The government of Prime Minister Liz Truss, who on Thursday unveiled a huge gamble to rescue the economy just two days into the job and a few hours before the Queen died, has declared a period of national mourning that will last until the day of the state funeral.

Some shops and sporting venues were closed as a mark of respect, but for much of the country, business continued as usual.

London’s financial markets opened on Friday, with stocks gaining ground in line with other markets in Europe and Asia. The London Stock Exchange said it expected trading to continue during the period of mourning. It will close only for the funeral, the date of which has not yet been announced but is likely to be a public holiday.

One of the oldest department stores, Selfridges, closed its outlets in London, Manchester and Birmingham, but said they would reopen on Saturday.

Meanwhile, labor unions offered some respite from a recent wave of industrial action. The Communication Workers Union called off a strike involving 115,000 Royal Mail postal workers planned for Friday. Transport unions also canceled stoppages organized for next week and later this month on the railways.

And while the British Academy of Film and Television Arts canceled its annual pre-Emmy event scheduled for this weekend, London’s West End theaters were open.

Holger Schmieding, chief economist at Berenberg, a private bank, told CNN Business that he expects the economic impact of the Queen’s death to be “minor.”

“Calling off the disruptive rail strikes for now should partly offset the impact from the days of mourning. Additional tourist revenues will probably contribute to that,” he said.

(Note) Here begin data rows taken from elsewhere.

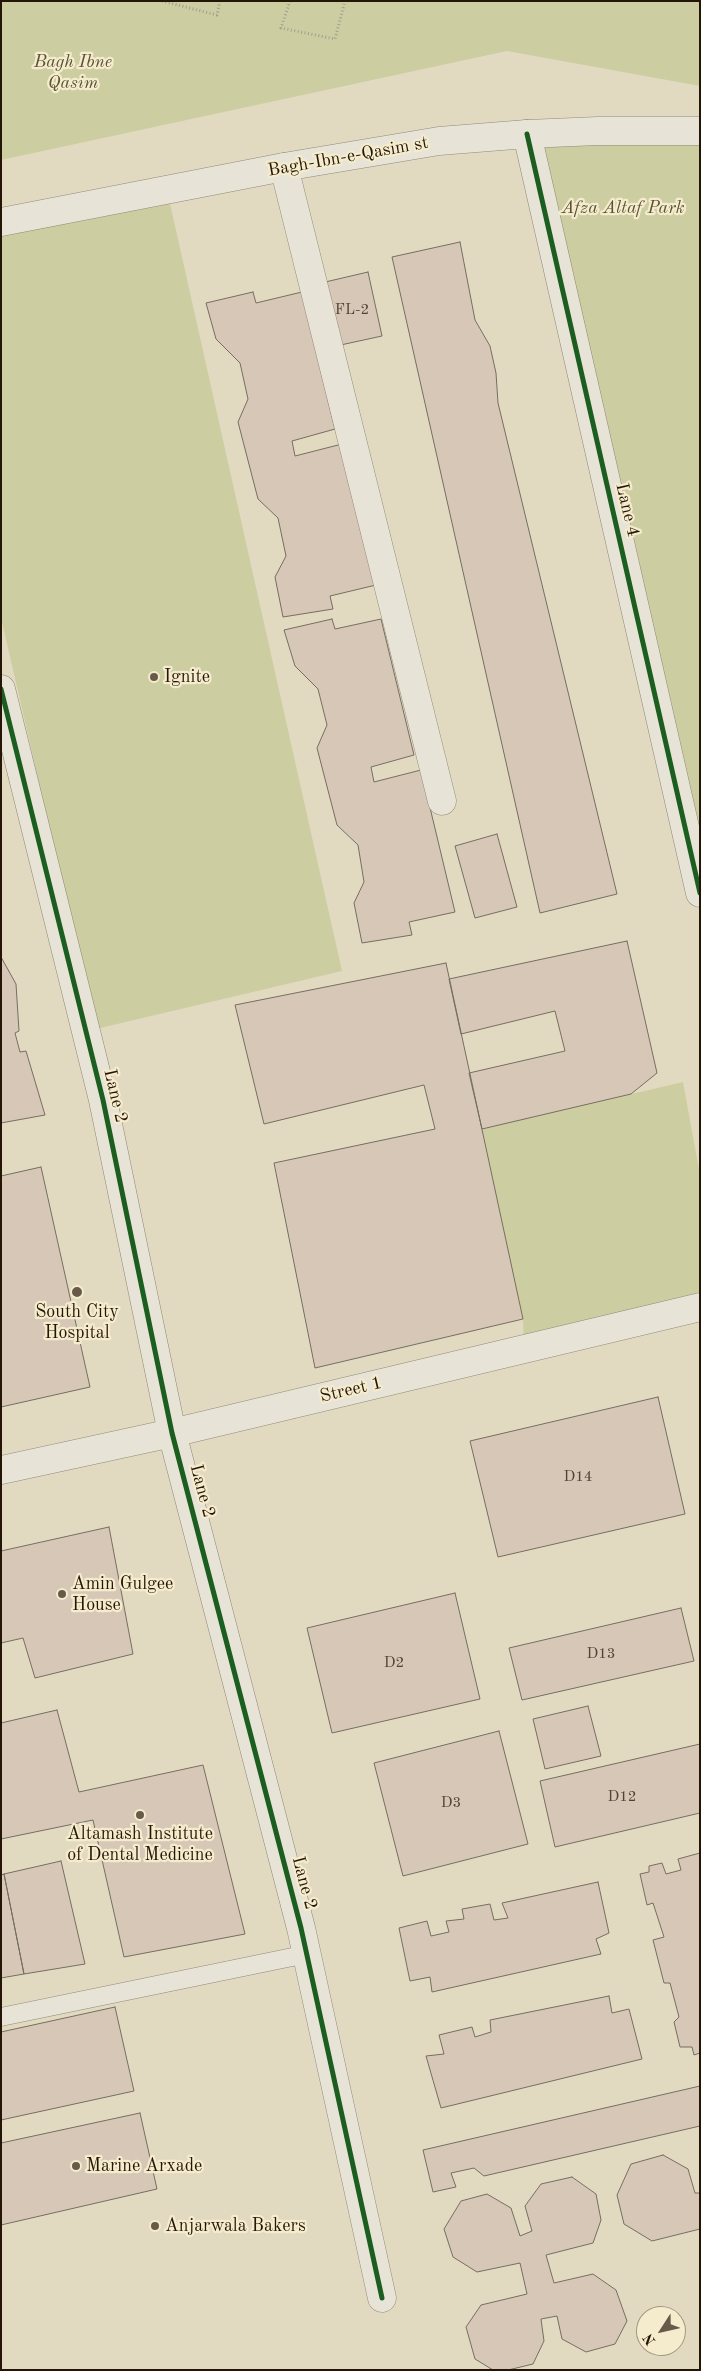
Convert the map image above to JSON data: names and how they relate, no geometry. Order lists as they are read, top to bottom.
{
  "streets": {
    "street": [
      "Bagh-Ibn-e-Qasim st",
      "Lane 4",
      "Lane 2",
      "Street 1"
    ]
  },
  "crossings": [
    ["Bagh-Ibn-e-Qasim st", "Lane 4"],
    ["Lane 2", "Street 1"]
  ],
  "parks": ["Bagh Ibne Qasim", "Afza Altaf Park"],
  "places": [
    "Ignite",
    "South City Hospital",
    "Amin Gulgee House",
    "Altamash Institute of Dental Medicine",
    "Marine Arxade",
    "Anjarwala Bakers"
  ],
  "house_numbers": [
    "FL-2",
    "D14",
    "D13",
    "D2",
    "D12",
    "D3"
  ],
  "north": "bottom left"
}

Economic rescue disrupted?

News of the monarch’s death came just hours after Truss announced plans to cap Britons’ energy bills from October, providing relief to millions of households and thousands of businesses struggling to cope with soaring prices.

But the rescue package could cost as much as £150 billion ($172 billion), according to analysts at Berenberg, and be largely funded by government borrowing. Finance minister Kwasi Kwarteng is due to confirm the plan’s price tag later this month.

Yet much of the government’s attention could now turn to the events of the next few days as it prepares for the Queen’s funeral and the coronation of her successor, King Charles. Normal business in parliament has also been suspended for the next several days.

“It’s likely the impending emergency budget will be delayed,” Danni Hewson, an analyst at investment firm AJ Bell, told CNN Business.

How the Bank of England responds to the enormous increase in government borrowing is also crucial. Investors are already nervous about the state of UK government finances, and the bank had been scheduled to meet Thursday, where it was expected to jack up interest rates again.

But on Friday, the Bank of England announced it would postpone its interest rate decision by one week “in light of the period of national mourning.” It will now meet on September 22.

The UK Treasury did not immediately respond to CNN Business for comment. Truss’ official spokesperson told reporters that the energy price cap would be in place as planned on October 1 despite the period of mourning.

The pound traded higher on Friday at $1.16, recovering from 37-year lows hit earlier in the week, but the longer term decline in its value seen since the global financial crisis was likely to continue “until there’s a seismic change in the direction of the economy and economic policy,” Kit Juckes, macro strategist at Société Générale, said in a Friday note.

“There’s a strong chance that King Charles III will be the first British monarch to pay more than a pound for a dollar, or more than a pound for a euro, or both,” he added, saying it was unlikely the pound would drop below parity with the dollar this year.

As for UK banknotes, which feature the portrait of the Queen, they “continue to be legal tender,” the Bank of England said, adding it would announce plans to print new cash with a portrait of King Charles after the period of mourning ends.

Rob North, Sandra Gonzalez, Max Foster, David Wilkinson, Luke McGee and Morgan Povey contributed reporting.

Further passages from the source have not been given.